現在のように禁止されたことについては、ミャンマーパスポートオフィスのオンライン上の画面では、まだ公式の発表はなく、パスポート発給事務所おいて、掲示だけして発表している。

ヤンゴンのパスポート取得サービスを提供しているある人は、PJから PVに変更したい人が増えて来たため、有効期限の残りが6ヶ月以下のPJパスポートを所持している人全員のPVへの変更を禁止したと述べた。

「6ヶ月を切っているものを全て禁止している。今また彼ら(軍評議会)がそうしたのは、現在の政治状況により、申請中の人々が大勢一気に、PVに再変更したがっているから。それで人数制限して停止しているんだ」。

この状況に関してパスポートオフィス(ヤンゴン)に電話で問い合わせたものの、回答は得られなかった。

出国しようと努力しているもう1人の若者はというと、現在のように禁止されたため、若者たちの選択肢が失われている、と述べた。

「率直にいうと、これは誰にも出国させたくないという形だ。PJといっても、仕事の募集というのは、試験に合格した人すべてを雇用するのは簡単ではない。だから100人のうち90%くらいは出国させたくないので、停止したという意味だと思われる。選択肢がない、自由が大きく損なわれている、これだけは言うことができる」。

このような禁止の他に、学生パスポート(PE)を申請する際にも、学校の受け入れ証明書を再度要求し、厳しく取り調べている、とパスポート申請をした人々が述べた。

軍評議会が国民徴兵制を実施したのち、18歳から35歳までの徴兵該当者の多くが様々な手段で出国している。

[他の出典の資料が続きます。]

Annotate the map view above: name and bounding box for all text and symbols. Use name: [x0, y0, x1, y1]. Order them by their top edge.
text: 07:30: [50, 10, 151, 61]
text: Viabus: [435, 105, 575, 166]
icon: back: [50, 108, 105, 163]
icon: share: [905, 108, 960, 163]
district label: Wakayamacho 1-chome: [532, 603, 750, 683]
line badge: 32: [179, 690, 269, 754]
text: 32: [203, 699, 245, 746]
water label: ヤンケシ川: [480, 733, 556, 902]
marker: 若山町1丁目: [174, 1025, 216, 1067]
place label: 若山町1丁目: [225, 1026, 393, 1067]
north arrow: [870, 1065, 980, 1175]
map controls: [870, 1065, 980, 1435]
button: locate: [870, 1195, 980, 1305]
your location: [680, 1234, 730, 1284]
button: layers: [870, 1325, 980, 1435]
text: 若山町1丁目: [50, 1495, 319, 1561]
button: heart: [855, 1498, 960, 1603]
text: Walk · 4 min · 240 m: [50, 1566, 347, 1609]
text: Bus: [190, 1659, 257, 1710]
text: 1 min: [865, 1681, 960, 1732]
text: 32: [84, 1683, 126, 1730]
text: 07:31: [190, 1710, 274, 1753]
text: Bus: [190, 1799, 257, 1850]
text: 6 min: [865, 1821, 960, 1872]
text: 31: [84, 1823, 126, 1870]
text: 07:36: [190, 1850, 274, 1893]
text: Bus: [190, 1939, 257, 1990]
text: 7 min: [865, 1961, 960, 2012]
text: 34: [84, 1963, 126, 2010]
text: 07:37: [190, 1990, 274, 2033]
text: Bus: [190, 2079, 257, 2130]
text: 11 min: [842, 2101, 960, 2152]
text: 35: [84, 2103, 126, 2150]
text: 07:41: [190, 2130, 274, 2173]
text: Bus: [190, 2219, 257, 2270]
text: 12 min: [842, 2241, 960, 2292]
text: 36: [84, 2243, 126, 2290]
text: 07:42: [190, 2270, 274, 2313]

その一方で軍評議会が国民徴兵法を早急に実行に移し、兵士を第二期まで召集している。

こうした状況において、徴兵制から逃れる若者たちを軍評議会はあらゆる方法で抑圧していると、国民統一政府(NUG)の人権問題担当大臣のウー・アウンミョーミンが述べた。

「現在行っている行為は国民を多様な方法で困難に陥らせるために企てているのだ。彼らは権限のない法律を制定する。その法律の目的そのものも、自国民を保護するというより、国民を困難に直面させることを意図する類のものだ。それだけではなく、この法律(徴兵)に効力を持たせようとするのを、国民若者たちが避けるだろう。その回避する経路もすべて遮断するのだ。ということは、彼らの真意、誠意は、国家より自分たちの利益のために利用することにある」。

世界人権宣言第13条は、何人も自国の境界内において自由に移動及び居住する権利を有すると示している。このほかにも、自らが居住する国からであれ、その他いずれかの国からであれ、自国を立ち去り、再び戻る権利を有することも明らかにしている。

しかし、(軍評議会に)権力を奪われてしまったミャンマーでは、国内で自由に移動する権利のみならず、出国する権利も、統制され禁じられている。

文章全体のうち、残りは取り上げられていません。